_EXERCISE INSTRUCTIONS_.
Retyping the entire listing exactly is the task.
RECORDS FOR PROCESSING Block Start
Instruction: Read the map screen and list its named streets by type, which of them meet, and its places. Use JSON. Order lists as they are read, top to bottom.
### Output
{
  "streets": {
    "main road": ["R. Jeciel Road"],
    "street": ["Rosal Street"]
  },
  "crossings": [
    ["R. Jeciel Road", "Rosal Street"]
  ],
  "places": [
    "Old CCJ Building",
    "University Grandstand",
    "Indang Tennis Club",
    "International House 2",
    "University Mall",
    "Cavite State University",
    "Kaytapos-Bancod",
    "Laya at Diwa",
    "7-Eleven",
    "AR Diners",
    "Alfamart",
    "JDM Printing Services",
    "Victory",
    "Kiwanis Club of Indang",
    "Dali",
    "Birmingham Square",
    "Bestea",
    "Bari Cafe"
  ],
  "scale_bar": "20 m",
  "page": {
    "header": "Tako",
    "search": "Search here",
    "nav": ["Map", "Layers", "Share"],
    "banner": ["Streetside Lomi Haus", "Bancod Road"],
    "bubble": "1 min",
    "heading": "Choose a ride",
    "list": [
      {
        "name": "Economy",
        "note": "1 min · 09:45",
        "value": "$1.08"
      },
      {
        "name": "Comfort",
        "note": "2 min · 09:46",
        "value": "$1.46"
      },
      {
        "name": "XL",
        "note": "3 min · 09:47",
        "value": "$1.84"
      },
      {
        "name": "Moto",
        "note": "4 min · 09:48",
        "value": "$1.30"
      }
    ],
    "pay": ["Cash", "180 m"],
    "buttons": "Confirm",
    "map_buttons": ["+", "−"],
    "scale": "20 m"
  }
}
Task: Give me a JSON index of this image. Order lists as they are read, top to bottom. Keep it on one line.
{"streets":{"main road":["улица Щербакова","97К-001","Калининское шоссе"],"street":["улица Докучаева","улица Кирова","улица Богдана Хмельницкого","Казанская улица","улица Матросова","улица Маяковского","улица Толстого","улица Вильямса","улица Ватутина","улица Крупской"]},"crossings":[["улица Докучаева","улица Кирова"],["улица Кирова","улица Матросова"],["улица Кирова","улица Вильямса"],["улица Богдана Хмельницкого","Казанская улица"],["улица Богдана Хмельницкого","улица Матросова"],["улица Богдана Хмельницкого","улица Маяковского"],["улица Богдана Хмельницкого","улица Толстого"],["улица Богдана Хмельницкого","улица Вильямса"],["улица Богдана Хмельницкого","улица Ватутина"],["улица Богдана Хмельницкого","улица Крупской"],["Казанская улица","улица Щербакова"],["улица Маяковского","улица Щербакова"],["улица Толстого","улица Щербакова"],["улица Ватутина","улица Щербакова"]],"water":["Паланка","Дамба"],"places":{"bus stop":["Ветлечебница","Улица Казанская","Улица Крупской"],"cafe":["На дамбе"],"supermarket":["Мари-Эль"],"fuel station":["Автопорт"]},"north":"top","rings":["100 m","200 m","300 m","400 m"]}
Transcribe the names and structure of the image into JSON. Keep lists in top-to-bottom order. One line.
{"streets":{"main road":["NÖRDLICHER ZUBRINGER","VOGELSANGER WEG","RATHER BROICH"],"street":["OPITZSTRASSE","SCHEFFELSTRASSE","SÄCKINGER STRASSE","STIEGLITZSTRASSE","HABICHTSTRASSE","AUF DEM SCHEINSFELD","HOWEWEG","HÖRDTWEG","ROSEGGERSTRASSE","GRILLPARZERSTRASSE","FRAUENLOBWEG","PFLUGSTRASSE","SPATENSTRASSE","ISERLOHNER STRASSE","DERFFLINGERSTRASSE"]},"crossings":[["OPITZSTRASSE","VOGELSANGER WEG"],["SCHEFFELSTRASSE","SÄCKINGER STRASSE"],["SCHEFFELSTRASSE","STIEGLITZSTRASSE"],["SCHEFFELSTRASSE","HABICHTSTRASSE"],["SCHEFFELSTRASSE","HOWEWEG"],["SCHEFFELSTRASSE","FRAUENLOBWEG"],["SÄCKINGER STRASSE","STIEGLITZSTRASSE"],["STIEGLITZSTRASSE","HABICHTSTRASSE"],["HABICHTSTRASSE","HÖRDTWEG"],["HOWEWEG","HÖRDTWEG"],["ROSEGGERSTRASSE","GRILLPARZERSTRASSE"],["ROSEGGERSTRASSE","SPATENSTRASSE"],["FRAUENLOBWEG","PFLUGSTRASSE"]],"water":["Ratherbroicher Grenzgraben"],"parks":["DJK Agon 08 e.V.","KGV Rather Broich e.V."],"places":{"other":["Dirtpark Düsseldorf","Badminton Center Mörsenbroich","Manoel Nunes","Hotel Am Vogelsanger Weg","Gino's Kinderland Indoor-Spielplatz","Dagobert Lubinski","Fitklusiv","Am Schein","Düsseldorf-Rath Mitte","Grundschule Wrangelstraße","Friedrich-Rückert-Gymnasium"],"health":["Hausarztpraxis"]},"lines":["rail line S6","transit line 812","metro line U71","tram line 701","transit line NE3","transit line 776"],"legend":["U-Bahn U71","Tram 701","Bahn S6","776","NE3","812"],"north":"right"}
RECORDS FOR PROCESSING Block End
_FINISHED EXERCISE_.
Instruction: Read the map screen and list its named streets by type, which of them meet, and its places. Use JSON. Order lists as they are read, top to bottom.
### Output
{
  "streets": {
    "main road": ["R. Jeciel Road"],
    "street": ["Rosal Street"]
  },
  "crossings": [
    ["R. Jeciel Road", "Rosal Street"]
  ],
  "places": [
    "Old CCJ Building",
    "University Grandstand",
    "Indang Tennis Club",
    "International House 2",
    "University Mall",
    "Cavite State University",
    "Kaytapos-Bancod",
    "Laya at Diwa",
    "7-Eleven",
    "AR Diners",
    "Alfamart",
    "JDM Printing Services",
    "Victory",
    "Kiwanis Club of Indang",
    "Dali",
    "Birmingham Square",
    "Bestea",
    "Bari Cafe"
  ],
  "scale_bar": "20 m",
  "page": {
    "header": "Tako",
    "search": "Search here",
    "nav": ["Map", "Layers", "Share"],
    "banner": ["Streetside Lomi Haus", "Bancod Road"],
    "bubble": "1 min",
    "heading": "Choose a ride",
    "list": [
      {
        "name": "Economy",
        "note": "1 min · 09:45",
        "value": "$1.08"
      },
      {
        "name": "Comfort",
        "note": "2 min · 09:46",
        "value": "$1.46"
      },
      {
        "name": "XL",
        "note": "3 min · 09:47",
        "value": "$1.84"
      },
      {
        "name": "Moto",
        "note": "4 min · 09:48",
        "value": "$1.30"
      }
    ],
    "pay": ["Cash", "180 m"],
    "buttons": "Confirm",
    "map_buttons": ["+", "−"],
    "scale": "20 m"
  }
}
Task: Give me a JSON index of this image. Order lists as they are read, top to bottom. Keep it on one line.
{"streets":{"main road":["улица Щербакова","97К-001","Калининское шоссе"],"street":["улица Докучаева","улица Кирова","улица Богдана Хмельницкого","Казанская улица","улица Матросова","улица Маяковского","улица Толстого","улица Вильямса","улица Ватутина","улица Крупской"]},"crossings":[["улица Докучаева","улица Кирова"],["улица Кирова","улица Матросова"],["улица Кирова","улица Вильямса"],["улица Богдана Хмельницкого","Казанская улица"],["улица Богдана Хмельницкого","улица Матросова"],["улица Богдана Хмельницкого","улица Маяковского"],["улица Богдана Хмельницкого","улица Толстого"],["улица Богдана Хмельницкого","улица Вильямса"],["улица Богдана Хмельницкого","улица Ватутина"],["улица Богдана Хмельницкого","улица Крупской"],["Казанская улица","улица Щербакова"],["улица Маяковского","улица Щербакова"],["улица Толстого","улица Щербакова"],["улица Ватутина","улица Щербакова"]],"water":["Паланка","Дамба"],"places":{"bus stop":["Ветлечебница","Улица Казанская","Улица Крупской"],"cafe":["На дамбе"],"supermarket":["Мари-Эль"],"fuel station":["Автопорт"]},"north":"top","rings":["100 m","200 m","300 m","400 m"]}
Transcribe the names and structure of the image into JSON. Keep lists in top-to-bottom order. One line.
{"streets":{"main road":["NÖRDLICHER ZUBRINGER","VOGELSANGER WEG","RATHER BROICH"],"street":["OPITZSTRASSE","SCHEFFELSTRASSE","SÄCKINGER STRASSE","STIEGLITZSTRASSE","HABICHTSTRASSE","AUF DEM SCHEINSFELD","HOWEWEG","HÖRDTWEG","ROSEGGERSTRASSE","GRILLPARZERSTRASSE","FRAUENLOBWEG","PFLUGSTRASSE","SPATENSTRASSE","ISERLOHNER STRASSE","DERFFLINGERSTRASSE"]},"crossings":[["OPITZSTRASSE","VOGELSANGER WEG"],["SCHEFFELSTRASSE","SÄCKINGER STRASSE"],["SCHEFFELSTRASSE","STIEGLITZSTRASSE"],["SCHEFFELSTRASSE","HABICHTSTRASSE"],["SCHEFFELSTRASSE","HOWEWEG"],["SCHEFFELSTRASSE","FRAUENLOBWEG"],["SÄCKINGER STRASSE","STIEGLITZSTRASSE"],["STIEGLITZSTRASSE","HABICHTSTRASSE"],["HABICHTSTRASSE","HÖRDTWEG"],["HOWEWEG","HÖRDTWEG"],["ROSEGGERSTRASSE","GRILLPARZERSTRASSE"],["ROSEGGERSTRASSE","SPATENSTRASSE"],["FRAUENLOBWEG","PFLUGSTRASSE"]],"water":["Ratherbroicher Grenzgraben"],"parks":["DJK Agon 08 e.V.","KGV Rather Broich e.V."],"places":{"other":["Dirtpark Düsseldorf","Badminton Center Mörsenbroich","Manoel Nunes","Hotel Am Vogelsanger Weg","Gino's Kinderland Indoor-Spielplatz","Dagobert Lubinski","Fitklusiv","Am Schein","Düsseldorf-Rath Mitte","Grundschule Wrangelstraße","Friedrich-Rückert-Gymnasium"],"health":["Hausarztpraxis"]},"lines":["rail line S6","transit line 812","metro line U71","tram line 701","transit line NE3","transit line 776"],"legend":["U-Bahn U71","Tram 701","Bahn S6","776","NE3","812"],"north":"right"}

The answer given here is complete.